• ACTIVITY
Each entry must be written out again exactly as it stands.

GIVEN DATA below:

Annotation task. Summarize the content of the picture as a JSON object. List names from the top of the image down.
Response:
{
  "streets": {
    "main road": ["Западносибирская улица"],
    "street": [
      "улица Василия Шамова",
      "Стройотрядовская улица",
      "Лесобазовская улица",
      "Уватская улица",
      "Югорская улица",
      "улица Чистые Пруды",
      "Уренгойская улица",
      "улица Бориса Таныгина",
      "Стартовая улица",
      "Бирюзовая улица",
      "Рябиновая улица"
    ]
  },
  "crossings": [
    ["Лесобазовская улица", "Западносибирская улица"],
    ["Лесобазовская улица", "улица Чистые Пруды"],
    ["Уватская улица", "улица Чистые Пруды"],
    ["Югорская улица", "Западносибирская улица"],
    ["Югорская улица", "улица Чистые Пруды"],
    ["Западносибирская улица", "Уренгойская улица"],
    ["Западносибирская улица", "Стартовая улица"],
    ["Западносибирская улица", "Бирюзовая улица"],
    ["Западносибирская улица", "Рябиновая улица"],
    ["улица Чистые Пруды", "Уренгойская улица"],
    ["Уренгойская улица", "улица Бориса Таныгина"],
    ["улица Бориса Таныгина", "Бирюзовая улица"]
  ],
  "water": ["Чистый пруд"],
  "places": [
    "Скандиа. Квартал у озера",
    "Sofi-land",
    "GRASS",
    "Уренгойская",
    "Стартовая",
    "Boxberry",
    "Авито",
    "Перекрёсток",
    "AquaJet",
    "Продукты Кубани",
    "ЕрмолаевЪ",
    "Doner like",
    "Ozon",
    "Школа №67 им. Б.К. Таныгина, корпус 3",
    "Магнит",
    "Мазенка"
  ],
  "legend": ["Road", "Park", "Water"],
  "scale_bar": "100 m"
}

End of GIVEN DATA.

• YOUR SOLUTION
Annotation task. Summarize the content of the picture as a JSON object. List names from the top of the image down.
Response:
{
  "streets": {
    "main road": ["Западносибирская улица"],
    "street": [
      "улица Василия Шамова",
      "Стройотрядовская улица",
      "Лесобазовская улица",
      "Уватская улица",
      "Югорская улица",
      "улица Чистые Пруды",
      "Уренгойская улица",
      "улица Бориса Таныгина",
      "Стартовая улица",
      "Бирюзовая улица",
      "Рябиновая улица"
    ]
  },
  "crossings": [
    ["Лесобазовская улица", "Западносибирская улица"],
    ["Лесобазовская улица", "улица Чистые Пруды"],
    ["Уватская улица", "улица Чистые Пруды"],
    ["Югорская улица", "Западносибирская улица"],
    ["Югорская улица", "улица Чистые Пруды"],
    ["Западносибирская улица", "Уренгойская улица"],
    ["Западносибирская улица", "Стартовая улица"],
    ["Западносибирская улица", "Бирюзовая улица"],
    ["Западносибирская улица", "Рябиновая улица"],
    ["улица Чистые Пруды", "Уренгойская улица"],
    ["Уренгойская улица", "улица Бориса Таныгина"],
    ["улица Бориса Таныгина", "Бирюзовая улица"]
  ],
  "water": ["Чистый пруд"],
  "places": [
    "Скандиа. Квартал у озера",
    "Sofi-land",
    "GRASS",
    "Уренгойская",
    "Стартовая",
    "Boxberry",
    "Авито",
    "Перекрёсток",
    "AquaJet",
    "Продукты Кубани",
    "ЕрмолаевЪ",
    "Doner like",
    "Ozon",
    "Школа №67 им. Б.К. Таныгина, корпус 3",
    "Магнит",
    "Мазенка"
  ],
  "legend": ["Road", "Park", "Water"],
  "scale_bar": "100 m"
}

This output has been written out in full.